While Obama's public message will likely resemble his gracious Rose Garden remarks on Wednesday calling for unity, she said whatever private reassurance the president can offer world leaders will likely be on the strength of U.S. institutions.

The "sobering tone" that Conley predicts for the trip will likely be on display during the first stop, in Athens, symbolic as the birthplace of democracy.

"Part of the decision to visit Athens was to deliver a major speech on the state of liberal democracies," she said. "But I think this places the speech and the context in a more sobering note."

The White House has said that Obama's speech was not edited as a result of Trump's win — having not been drafted before last Tuesday — but Rhodes hinted that the president will address the election in the context of a broader reflection on the forces, both positive and challenged, brought about by globalization.

That message will continue, she said, when Obama moves on to Berlin, in what will be his sixth trip to Germany as president.

"The design of trip was supposed to give reassurance that we made it through this campaign and we're going to come out all right. We just have a different scenario now," Conley said.

The White House singled out German Chancellor Angela Merkel as the president's closest foreign partner, having worked with Merkel on virtually every foreign issue over his eight years in the White House.

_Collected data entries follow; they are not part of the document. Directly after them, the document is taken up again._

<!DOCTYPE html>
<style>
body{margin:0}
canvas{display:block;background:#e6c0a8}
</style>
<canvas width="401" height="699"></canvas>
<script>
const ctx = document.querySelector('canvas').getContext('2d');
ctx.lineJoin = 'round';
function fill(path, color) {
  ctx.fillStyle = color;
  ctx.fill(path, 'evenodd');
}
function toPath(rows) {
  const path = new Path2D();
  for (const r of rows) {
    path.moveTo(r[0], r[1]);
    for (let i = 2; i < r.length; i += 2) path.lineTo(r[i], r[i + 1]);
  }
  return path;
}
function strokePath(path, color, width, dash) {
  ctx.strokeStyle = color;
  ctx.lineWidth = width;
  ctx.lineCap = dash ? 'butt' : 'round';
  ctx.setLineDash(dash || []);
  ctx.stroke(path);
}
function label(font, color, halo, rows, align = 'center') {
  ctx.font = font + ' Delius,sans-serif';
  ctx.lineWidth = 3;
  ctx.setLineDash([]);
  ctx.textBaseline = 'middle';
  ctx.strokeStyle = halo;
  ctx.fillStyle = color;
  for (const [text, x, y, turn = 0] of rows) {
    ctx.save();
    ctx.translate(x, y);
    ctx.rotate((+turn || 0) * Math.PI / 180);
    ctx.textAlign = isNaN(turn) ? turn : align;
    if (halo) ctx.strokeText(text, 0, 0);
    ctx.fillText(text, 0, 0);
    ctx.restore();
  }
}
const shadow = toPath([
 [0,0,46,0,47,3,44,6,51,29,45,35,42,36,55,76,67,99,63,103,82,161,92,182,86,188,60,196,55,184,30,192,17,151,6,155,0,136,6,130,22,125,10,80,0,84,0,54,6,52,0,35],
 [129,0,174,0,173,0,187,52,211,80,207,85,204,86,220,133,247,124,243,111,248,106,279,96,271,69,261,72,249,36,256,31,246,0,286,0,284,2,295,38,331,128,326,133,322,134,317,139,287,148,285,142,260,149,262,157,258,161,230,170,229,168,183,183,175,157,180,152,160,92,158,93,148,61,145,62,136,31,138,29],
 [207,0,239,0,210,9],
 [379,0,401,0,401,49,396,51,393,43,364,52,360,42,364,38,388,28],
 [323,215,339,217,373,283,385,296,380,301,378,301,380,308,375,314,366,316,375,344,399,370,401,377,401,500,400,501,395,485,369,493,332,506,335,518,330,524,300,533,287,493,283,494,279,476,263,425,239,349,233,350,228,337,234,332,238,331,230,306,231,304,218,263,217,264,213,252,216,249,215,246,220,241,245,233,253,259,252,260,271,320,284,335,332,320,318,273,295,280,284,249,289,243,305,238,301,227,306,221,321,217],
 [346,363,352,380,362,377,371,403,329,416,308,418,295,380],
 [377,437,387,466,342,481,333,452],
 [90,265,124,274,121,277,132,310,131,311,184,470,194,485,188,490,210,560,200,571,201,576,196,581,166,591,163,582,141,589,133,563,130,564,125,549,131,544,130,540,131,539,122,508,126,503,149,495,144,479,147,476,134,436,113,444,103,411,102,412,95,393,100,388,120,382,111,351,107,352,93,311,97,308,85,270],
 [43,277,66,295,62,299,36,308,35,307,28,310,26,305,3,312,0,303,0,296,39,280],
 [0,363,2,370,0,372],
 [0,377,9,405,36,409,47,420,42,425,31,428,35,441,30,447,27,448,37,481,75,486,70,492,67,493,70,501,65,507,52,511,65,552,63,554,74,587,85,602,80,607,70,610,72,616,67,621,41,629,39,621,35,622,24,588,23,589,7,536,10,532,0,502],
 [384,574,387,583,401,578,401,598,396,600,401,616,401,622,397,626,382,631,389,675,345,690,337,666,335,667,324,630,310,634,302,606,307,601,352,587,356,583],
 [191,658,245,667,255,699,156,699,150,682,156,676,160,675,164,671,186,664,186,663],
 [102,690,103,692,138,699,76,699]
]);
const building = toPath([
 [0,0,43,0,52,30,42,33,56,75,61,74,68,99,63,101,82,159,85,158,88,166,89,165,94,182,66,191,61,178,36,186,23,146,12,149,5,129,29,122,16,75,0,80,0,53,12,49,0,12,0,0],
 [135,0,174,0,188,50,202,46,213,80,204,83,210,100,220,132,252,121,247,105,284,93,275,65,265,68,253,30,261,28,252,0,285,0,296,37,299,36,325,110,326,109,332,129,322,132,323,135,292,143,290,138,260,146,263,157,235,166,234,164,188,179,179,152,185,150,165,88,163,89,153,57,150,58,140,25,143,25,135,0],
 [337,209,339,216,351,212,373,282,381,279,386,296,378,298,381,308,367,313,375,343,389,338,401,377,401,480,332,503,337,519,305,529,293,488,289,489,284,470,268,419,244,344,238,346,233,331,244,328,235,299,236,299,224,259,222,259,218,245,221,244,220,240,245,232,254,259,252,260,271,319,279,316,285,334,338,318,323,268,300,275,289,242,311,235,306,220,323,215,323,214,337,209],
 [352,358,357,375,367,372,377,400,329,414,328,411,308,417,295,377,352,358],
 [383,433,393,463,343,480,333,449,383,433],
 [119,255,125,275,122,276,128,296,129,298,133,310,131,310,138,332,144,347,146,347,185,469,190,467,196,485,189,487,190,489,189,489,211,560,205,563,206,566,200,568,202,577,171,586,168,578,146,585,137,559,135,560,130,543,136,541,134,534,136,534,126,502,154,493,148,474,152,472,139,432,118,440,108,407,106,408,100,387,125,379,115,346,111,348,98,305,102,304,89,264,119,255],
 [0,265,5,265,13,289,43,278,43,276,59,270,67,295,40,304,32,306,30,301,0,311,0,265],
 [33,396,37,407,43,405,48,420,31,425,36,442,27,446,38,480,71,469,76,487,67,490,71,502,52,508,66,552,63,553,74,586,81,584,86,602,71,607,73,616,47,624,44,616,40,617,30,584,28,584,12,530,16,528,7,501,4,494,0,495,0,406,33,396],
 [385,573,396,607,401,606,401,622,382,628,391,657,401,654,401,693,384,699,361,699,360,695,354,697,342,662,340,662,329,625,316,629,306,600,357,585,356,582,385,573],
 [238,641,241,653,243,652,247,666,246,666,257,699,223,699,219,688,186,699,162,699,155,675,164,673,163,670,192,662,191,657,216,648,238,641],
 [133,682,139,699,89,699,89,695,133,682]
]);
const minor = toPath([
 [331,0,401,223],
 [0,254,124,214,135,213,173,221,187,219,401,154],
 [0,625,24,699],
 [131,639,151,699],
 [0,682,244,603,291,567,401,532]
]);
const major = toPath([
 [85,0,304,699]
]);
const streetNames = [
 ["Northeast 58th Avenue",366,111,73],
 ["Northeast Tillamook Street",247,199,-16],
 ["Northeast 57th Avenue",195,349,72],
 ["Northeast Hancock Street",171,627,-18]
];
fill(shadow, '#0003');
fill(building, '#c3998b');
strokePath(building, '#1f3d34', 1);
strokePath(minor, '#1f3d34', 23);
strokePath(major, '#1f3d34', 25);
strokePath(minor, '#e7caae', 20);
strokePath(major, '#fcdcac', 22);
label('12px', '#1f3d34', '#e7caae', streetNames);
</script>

The warm relations now enjoyed between the U.S. and German leaders is set to take a very different tone, after Trump accused Merkel during the campaign of "ruining Germany" — a criticism he later tempered when he called her a great international leader, apart from "the whole immigration thing."

After his stop in Germany, Obama will make his way to Lima, Peru, for the final leg of his trip and his final APEC Leaders' Summit, where the focus will be on trans-Pacific trade.

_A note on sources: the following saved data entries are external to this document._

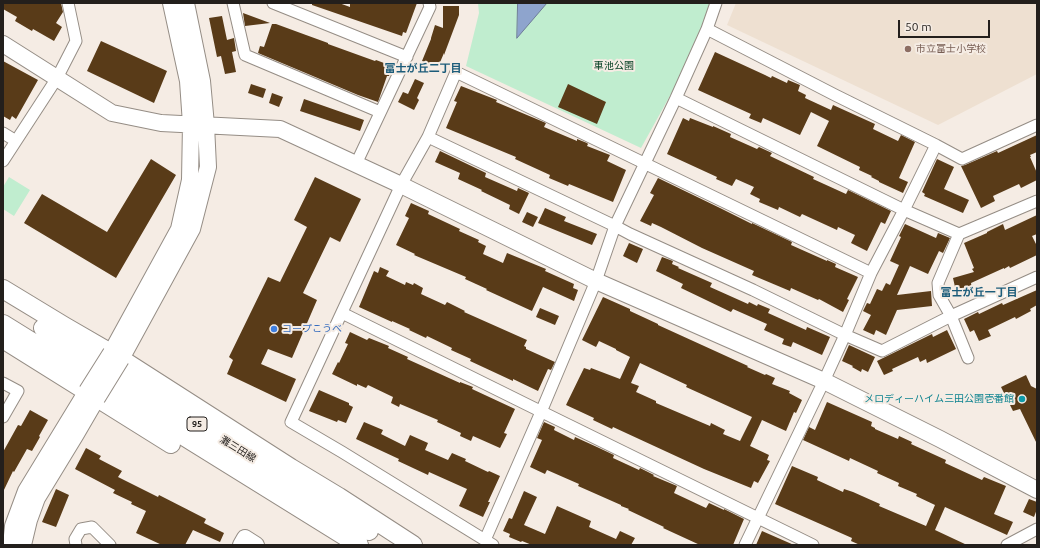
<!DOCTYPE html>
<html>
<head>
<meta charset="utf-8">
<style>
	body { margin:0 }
	#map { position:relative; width:1040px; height:548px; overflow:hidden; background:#f5ece4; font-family:Ubuntu,sans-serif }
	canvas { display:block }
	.frame { position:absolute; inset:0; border:4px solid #231f1c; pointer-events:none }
	.scale { position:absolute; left:898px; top:20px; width:92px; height:18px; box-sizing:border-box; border:2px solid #231f1c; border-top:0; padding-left:5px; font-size:12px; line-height:14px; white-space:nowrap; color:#231f1c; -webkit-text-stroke:3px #f5ece4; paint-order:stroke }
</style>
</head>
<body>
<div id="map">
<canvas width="1040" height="548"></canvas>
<div class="frame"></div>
<div class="scale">50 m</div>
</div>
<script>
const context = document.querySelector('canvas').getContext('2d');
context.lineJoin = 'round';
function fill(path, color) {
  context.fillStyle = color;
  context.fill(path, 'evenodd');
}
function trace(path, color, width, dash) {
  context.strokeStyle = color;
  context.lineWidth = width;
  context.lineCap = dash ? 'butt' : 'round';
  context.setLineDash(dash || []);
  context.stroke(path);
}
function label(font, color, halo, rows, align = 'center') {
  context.font = font + ' Ubuntu,"Noto Sans JP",sans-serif';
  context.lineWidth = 4;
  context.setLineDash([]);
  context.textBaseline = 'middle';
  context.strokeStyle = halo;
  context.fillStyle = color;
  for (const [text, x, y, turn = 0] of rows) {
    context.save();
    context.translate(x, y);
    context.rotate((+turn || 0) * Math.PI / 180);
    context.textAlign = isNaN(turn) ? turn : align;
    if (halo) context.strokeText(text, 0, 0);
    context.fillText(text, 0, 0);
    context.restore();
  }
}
fill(new Path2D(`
	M736,3H1037V74L938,125L727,25Z`), '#eee0d1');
fill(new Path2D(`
	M478,3H712L707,29L641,148L466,66L479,13Z
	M9,177L30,190L14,216L3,209V187Z`), '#c0edcf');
const water = new Path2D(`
	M518,3H547L517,38Z`);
fill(water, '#8ea4cd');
trace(water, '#6e7c98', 1);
fill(new Path2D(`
	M3,3H61L63,12L56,23L62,27L54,41L33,29L32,31L15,21L17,17L3,9Z
	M312,3H339L350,7V3H417L406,33L403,32L402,36L312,5Z
	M443,6H459V15L444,55V53L438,67L422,61L431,39V38L435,25L443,28Z
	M243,13L270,23L245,26Z
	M222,16L227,40L234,38L236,51L232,52L236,72L225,74L221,56L217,57L209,18Z
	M272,24H276L306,35L328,43V44L375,61L376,60L392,66L389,76H387L378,102L358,95L258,53L260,46L264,47Z
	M101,41L167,71L154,103L87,71Z
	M715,52L765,75L771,78L772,76L787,83L788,80L800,85L798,91L806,95L805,98L831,110L833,105L875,124L873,129L898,141L901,135L915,142L899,178L908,182L903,193L879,182V181L871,177L872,176L859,170L860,167L817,146L829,121L811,112L800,135L763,118L761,123L749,118L751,114L698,90Z
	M3,61L38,80L16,119L12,116L10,120L3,116Z
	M415,79L424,83L417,98L419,100L414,110L398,102L403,92L408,94Z
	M251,84L266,89L263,98L248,93Z
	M568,84L606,102L597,124L558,107Z
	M461,86L497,100L496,102L546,123L544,127L577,141V139L587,143L588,144L587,146L610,155L607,161L626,170L613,202L569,184L568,186L549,178L550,175L515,159L516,157L446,128L457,102L454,101Z
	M272,93L283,97L279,107L269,103Z
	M304,99L364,120L360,131L300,111Z
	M683,118L689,121L690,118L713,127V126L731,134L730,137L757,149L759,147L772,153L770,156L814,177L813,179L846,194L848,190L891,211L885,224L881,222L867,251L851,243L855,235L838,227L837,230L802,214L800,217L779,207L778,210L759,202L760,199L750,194L754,187L736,179L732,186L716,179L717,177L667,154Z
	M1037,135V152L1030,155L1031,157H1030L1037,173V180L1021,188L1019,184L993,196L995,201L981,208L961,166L965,165L997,151L998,153Z
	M440,151L486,173L485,177L517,191L518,188L529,193L519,214L509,209L510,205L481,191L482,190L458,179L460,173L435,162Z
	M151,159L176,175L116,278L24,223L42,194L107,232Z
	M937,159L954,167L944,189L969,200L963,213L924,196L925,194L922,192Z
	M315,177L361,199L340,242L330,237L303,293L317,300L292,358L268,349L261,364L296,379L286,402L227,374L233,360L229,357L268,277L280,282L307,227L294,220Z
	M658,178L720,208L752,224V223L792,242L791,245L827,261V260L836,264L835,267L858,277L847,299L849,300L843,312L819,299L818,300L791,288L790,291L752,275L754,271L702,248L661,227L652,223L651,226L640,221L654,195L650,193Z
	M411,203L429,211L428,214L460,229L459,231L479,240L478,242L486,246L483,254L503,263L507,253L546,269L545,271L574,284L573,288L578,290L574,301L543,287L532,311L486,290L487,289L465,279L466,277L414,255L415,254L396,245L409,218L405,216Z
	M545,208L566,217L564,221L597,234L592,245L538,223Z
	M527,212L538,217L533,227L522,222Z
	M1037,215V234L1032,236L1037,246V255L1010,268L1009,266L1004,269V268L971,283L972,289L963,291L955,287L953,278L974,272L972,269L974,268L964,243L987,233V232L1003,224L1005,230Z
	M905,224L936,238L938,233L950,238L943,253L939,251L928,274L910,266L897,295L931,291L932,306L897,310L886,335L876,330L874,335L863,330L871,315L863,311L867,303L870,304L877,289L882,291L886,283L890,285L899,265L890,261L901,237L899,236Z
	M629,243L643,249L637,263L623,256Z
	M662,257L673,261L672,264L679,267L678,268L712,283L710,287L748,304L749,302L757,306L758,304L770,309L768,313L806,330L807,327L830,337L822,355L793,342L791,347L782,344L784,339L764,330L767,324L733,309L731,312L681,288L683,284L656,271Z
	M380,267L389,271L386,276L405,285L406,282L413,285L414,283L423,288L421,294L445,305L447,302L465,311L464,312L527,340L524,346L526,347V349L555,362L551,370L548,369L538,391L513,379V381L470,361L471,359L451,350L452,348L427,336L426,338L409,330L410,329L392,321V322L359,307L374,271L378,273Z
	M1037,290V305L1030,309L1031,311L1016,319L1015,317L988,330L991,336L979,341L974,330L970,332L964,319L978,312L979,314L1002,303L1003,305Z
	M603,297L630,309V311L658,324V325L748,366L747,367L765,375L766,374L775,378L772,384L790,391L789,393L802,400L796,413L794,412L786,431L762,420L750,446L769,455L767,460L770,461L758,483L754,481L751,488L704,469L613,427L612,429L593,420L594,418L566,405L584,368L590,370L591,368L620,379L630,357L616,350V349L599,341L596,347L582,340ZM640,363L687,385L686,387L752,417L740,441L723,434L725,430L711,423L710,426L656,403V401L636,392L639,386L631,383Z
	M540,308L559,316L555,325L536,317Z
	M947,330L956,349L927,363L926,359L920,362L918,357L892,369L893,371L884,375L877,361L932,334L933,337Z
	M350,332L367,340L369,338L389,346L388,348L408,357L407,359L460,383V382L473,387L472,389L515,409L504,433L507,434L500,448L473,436L471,441L460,436L461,433L437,422L438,420L400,404L399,407L391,403L393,397L368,385L366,388L357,384V386L332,374L338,362L339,363L348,344L345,343Z
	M849,345L875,357L868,372L862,369L861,372L852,367L853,366L842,361Z
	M1026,375L1031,386L1037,389V444L1020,409L1013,411L1001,387Z
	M319,390L349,403V405L353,407L346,423L338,420L337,422L309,411Z
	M827,402L872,422L871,426L875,428V429L898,439L899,436L912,442L911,444L946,460L945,463L982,480L984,477L1006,486L994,514L1013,522L1007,535L945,507L935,530L967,545H860L851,541L852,538L775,504L792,466L818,477L817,480L843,492L844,489L853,492L880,504L879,506L926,526L935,505L916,496L917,494L898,486L899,483L877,473L878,471L850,458L849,461L803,440L809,427L815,430Z
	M30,410L48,420L39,436L40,437L32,451L27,449L14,472L13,471L3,492V452L18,425L21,426Z
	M364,422L383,430L381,434L405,446L410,435L428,443L425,450L448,460L452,453L466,459L465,461L488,472L489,471L500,476L488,502H490L483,517L459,506L467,489L429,472L428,475L398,461L399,459L356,439Z
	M544,422L555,427L554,430L574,440L575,437L597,447L614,455L613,458L639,470L640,468L654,475L653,476L677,486L674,493L706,508L709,503L724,510V509L744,519L733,545H700L663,528L664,527L628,510L629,509L621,506V505L578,486L579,484L547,470L545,474L530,467L542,440L537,438Z
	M86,448L101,456L99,459L122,471L118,477L158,497L159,495L206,519L204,523L224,533L220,542L193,530L185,545H162L136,533L146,511L131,504L132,502L113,493L115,490L75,469Z
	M56,489L69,495L56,527L42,522Z
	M524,491L537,497L524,525L545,534L557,506L591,521L589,527L616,539L620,531L635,538L631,545H532L522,541L521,542L509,537L510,534L503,531L509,518L512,519Z
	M1029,499L1037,502V509L1034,517L1023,512Z
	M762,531L794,545H756Z`), '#593b18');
const street = new Path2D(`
	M233,3L245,55L380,112
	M273,3L407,57
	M707,29L835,95L936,145L962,159L1037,125
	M676,98L904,210L959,234L1037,201
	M3,133L16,141L57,78L76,41L68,3
	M428,137L615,226L630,234L753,290L845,335L882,351L951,316L1037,277
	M3,161L16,141
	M356,164L430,7L429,3
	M959,234L938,283L939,295L951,316L968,358
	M342,313L536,409L813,545
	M3,383L18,391L3,417
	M485,540L541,412L596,281L615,226L676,98L707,29L716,3
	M76,545L75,539L81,529L92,527L110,545
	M493,545L342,452L291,422L401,185L428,137L456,72L871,273
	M745,545L824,381L845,335L871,273L904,210L936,145
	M1007,545L1037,529`);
const secondary = new Path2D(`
	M3,44L112,113L161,123L280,129L401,185L596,281L824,381L940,439L1037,490
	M111,353L179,229L190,180L191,124L188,81L171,3
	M121,359L192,229L208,167L206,125L202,81L186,3
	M11,545L13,526L26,491L87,391
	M23,545L29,520L37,498L76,434L97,398
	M241,545L245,538L256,545`);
const primary = new Path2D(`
	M3,289L64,326L121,359L291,468L339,497L413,545
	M3,324L359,545
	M43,328L369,531
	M3,339L171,444`);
trace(street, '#958d85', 13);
trace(secondary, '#958d85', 18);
trace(primary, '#958d85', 20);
trace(street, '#fff', 11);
trace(secondary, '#fff', 16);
trace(primary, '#fff', 18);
const secondaryBridge = new Path2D(`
	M87,391L111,353
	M97,398L121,359`);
trace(secondaryBridge, '#958d85', 18, []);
trace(secondaryBridge, '#fff', 16);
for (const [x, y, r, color] of [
	[908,49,4,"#8d6e63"],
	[274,329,4,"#3f7fe0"],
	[1022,399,4,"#0f9aa8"]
]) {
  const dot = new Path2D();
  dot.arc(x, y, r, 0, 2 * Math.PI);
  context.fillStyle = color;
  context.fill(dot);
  trace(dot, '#f5ece4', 1.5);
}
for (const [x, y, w] of [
	[197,424,20]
]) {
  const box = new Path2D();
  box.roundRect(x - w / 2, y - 7, w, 14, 3);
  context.fillStyle = '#f5ece4';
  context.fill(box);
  trace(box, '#231f1c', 1);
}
label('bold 9px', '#231f1c', null, [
	["95",197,424]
]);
label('10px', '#785e54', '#f5ece4', [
	["市立富士小学校",916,49]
], 'left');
label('10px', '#054023', '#f5ece4', [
	["車池公園",614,66]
]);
label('10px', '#366cbe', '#f5ece4', [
	["コープこうべ",282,329]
], 'left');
label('10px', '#0d838f', '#f5ece4', [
	["メロディーハイム三田公園壱番館",1014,399]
], 'right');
label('10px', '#231f1c', '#f5ece4', [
	["灘三田線",238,449,32]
]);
label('bold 11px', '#1c5c7a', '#f5ece4', [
	["富士が丘二丁目",423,68],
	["富士が丘一丁目",979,292]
]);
</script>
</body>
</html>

Even though the Trans-Pacific Partnership, or TPP, which he backed, is sure to see the chopping block under the Trump administration, the White House plans to continue making its case for the benefits of the deal, with a warning that the opportunity to lead in the Asian trading region may now fall to China.

"We continue to think that these types of deals make sense, simply because countries like China are not going to stop working on regional agreements," Rhodes said. "They're continuing to work on RCEP and on signing trade agreements that would lower the standards in the Asia-Pacific that would make it harder for our firms and our workers to compete on a level playing field, which we think is ultimately important to growing our economy."